あぁ、青い。些か青すぎる嫌いはあるが、しかしそこが良い。

青いという事はつまり、まだ伸び代を残しているということなのだから。

校舎を凄まじい爆音と震動が襲う。

 

「--あ」

 

ロッカーを貫通した弾丸が私ごと女神の写真を撃ち抜く。

連射されたそれは、教室などを破壊しているだろう。

 

Ducunt volentem fata(運命は従う者を導き)

nolentem trahunt.(従わぬ者を引きずって行く)

 

外で盛大な爆発音がする。

今放ったのは要は、メテオだ。

 

「--至高の女神を写した我が聖遺物を破壊した罪、身を持って償え」

「〈メルクリウス〉……」

 

外に転移すると、折紙と愉快な仲間たちがいっぱいいた。

折紙はしばらく教室を見ると、忌々しげに私を睨み、高速で教室内に突っ込んで行った。

 

「ふむ。
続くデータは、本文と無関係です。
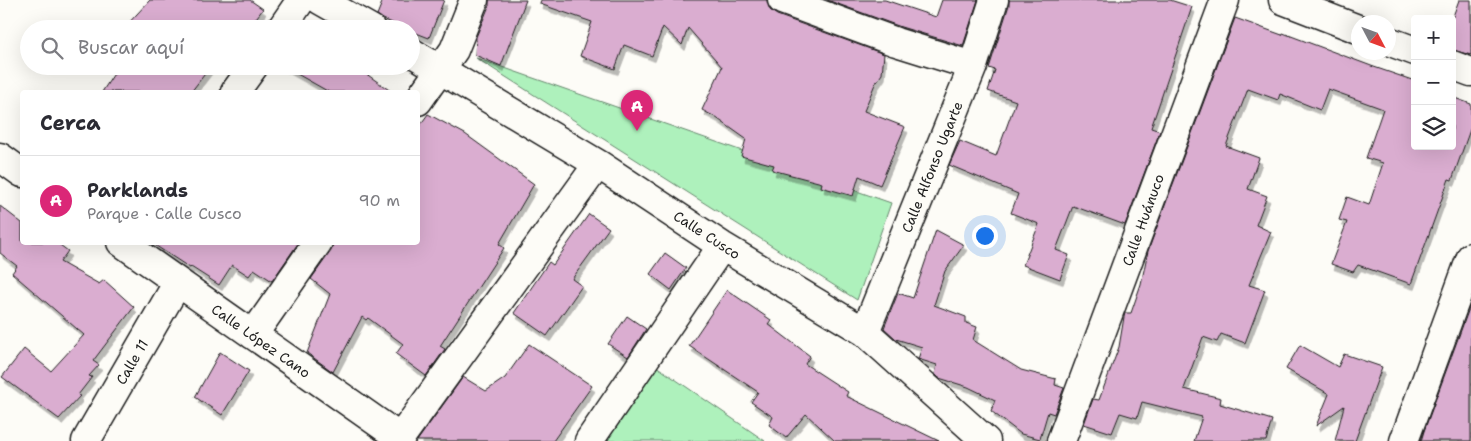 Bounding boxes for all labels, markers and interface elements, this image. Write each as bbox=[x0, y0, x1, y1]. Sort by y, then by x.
north arrow bbox=[1351, 15, 1396, 60]
map controls bbox=[1411, 15, 1456, 150]
button: + bbox=[1411, 15, 1456, 60]
search box bbox=[20, 20, 420, 75]
icon: search bbox=[38, 34, 66, 62]
text: Buscar aquí bbox=[78, 35, 184, 60]
button: − bbox=[1411, 60, 1456, 105]
pin: A bbox=[621, 90, 653, 131]
street label: Calle Alfonso Ugarte bbox=[897, 99, 967, 235]
button: layers bbox=[1411, 105, 1456, 150]
text: Cerca bbox=[40, 109, 101, 137]
street label: Calle Huánuco bbox=[1118, 172, 1168, 268]
text: Parklands bbox=[87, 178, 188, 203]
text: A bbox=[50, 190, 62, 211]
text: 90 m bbox=[359, 190, 400, 211]
text: Parque · Calle Cusco bbox=[87, 203, 242, 224]
street label: Calle Cusco bbox=[670, 207, 744, 263]
your location bbox=[972, 223, 998, 249]
street label: Calle López Cano bbox=[208, 300, 314, 382]
street label: Calle 11 bbox=[112, 336, 152, 388] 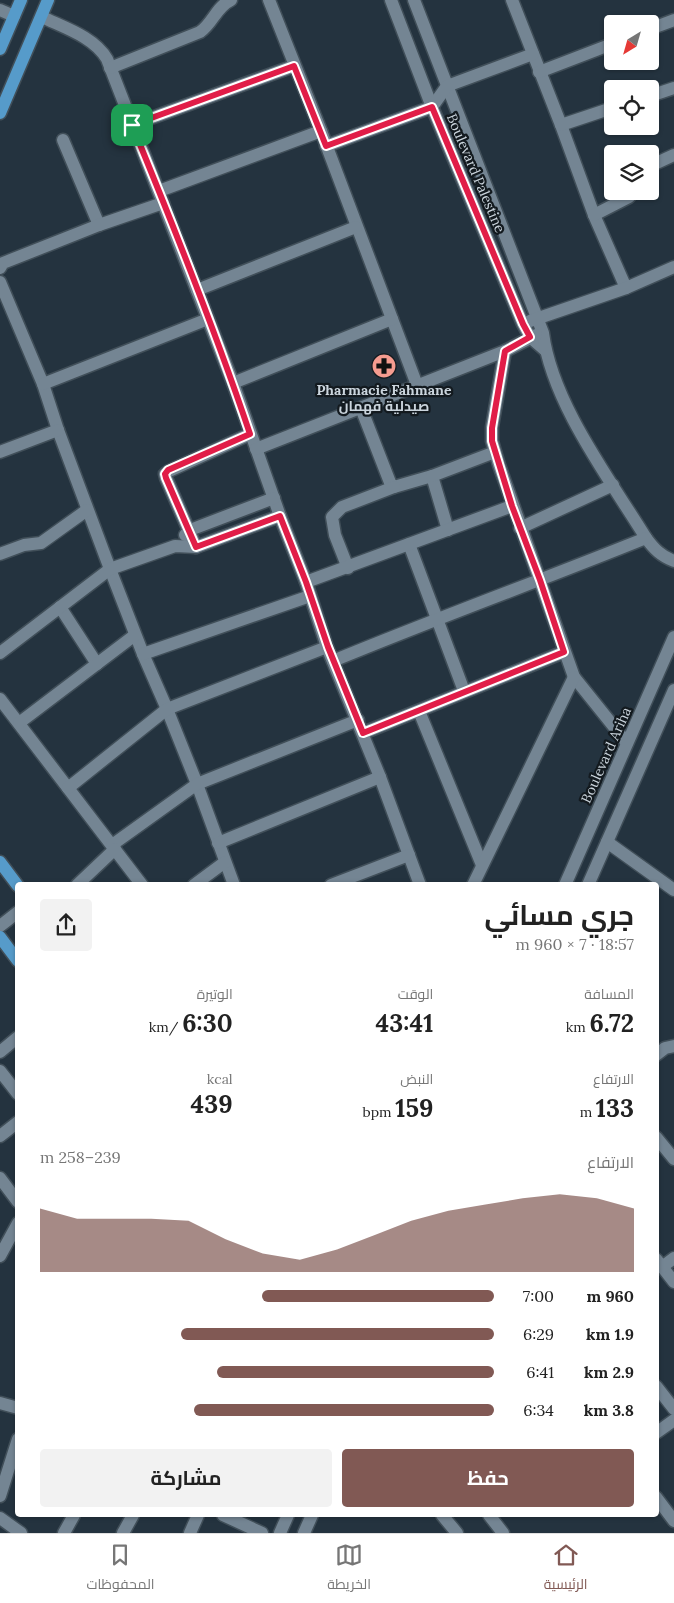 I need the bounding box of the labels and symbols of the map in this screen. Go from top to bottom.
north arrow [604,15,659,70]
pin [111,104,153,146]
street label: Boulevard Palestine [443,111,509,236]
pharmacy icon: Pharmacie Fahmane صيدلية فهمان [371,353,397,379]
place label: Pharmacie Fahmane صيدلية فهمان [316,381,452,415]
street label: Boulevard Ariha [577,704,635,806] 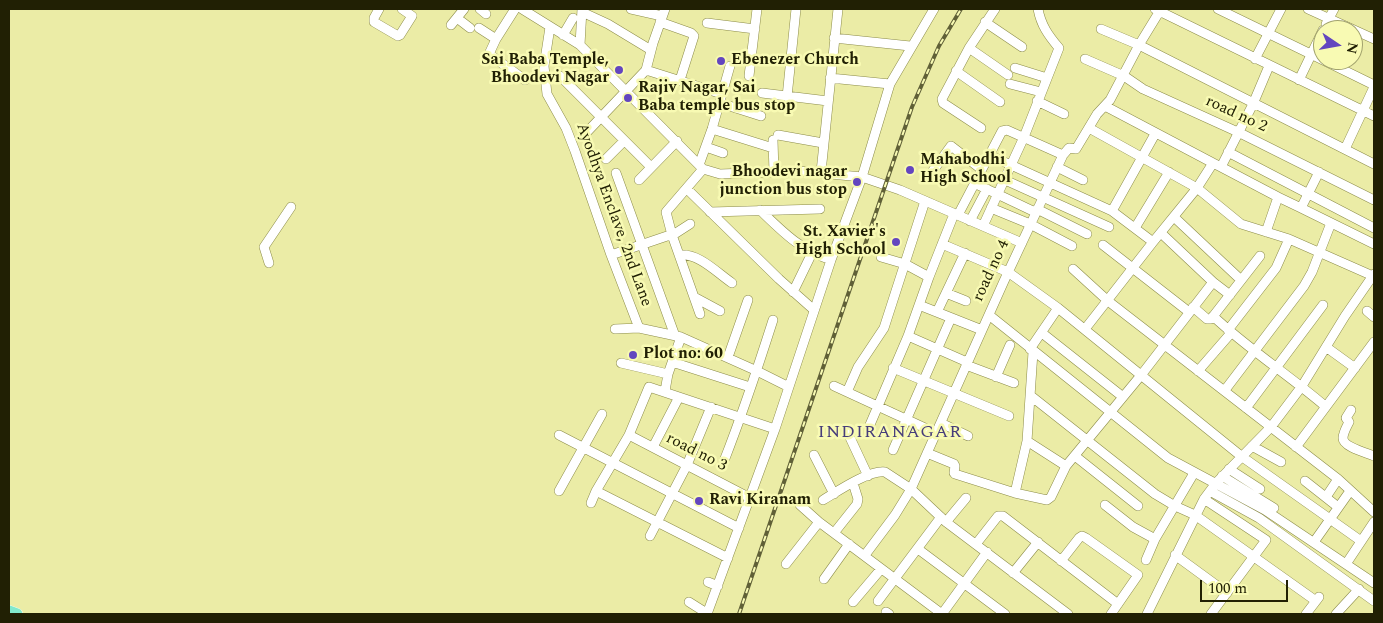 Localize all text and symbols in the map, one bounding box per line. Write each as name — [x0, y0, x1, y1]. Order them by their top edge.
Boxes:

数はおよそ百や二百といった具合か」

「〈メルクリウス〉……今日こそ貴様を……ぐあぁ!」

「--いつしか我が友にも言ったが、数が質を超えるなどと説いた覚えはない。もしもそれで私を倒せる気でいるのなら」

 

思いっきり振りかぶって木の棒を投げつける。

フォームは我が友、黄金の獣を真似たものだ。

 

「--可愛いな。抱きしめたくなるほど可愛いぞ貴様ら」

 

ここに、一方的な暴虐が始まった。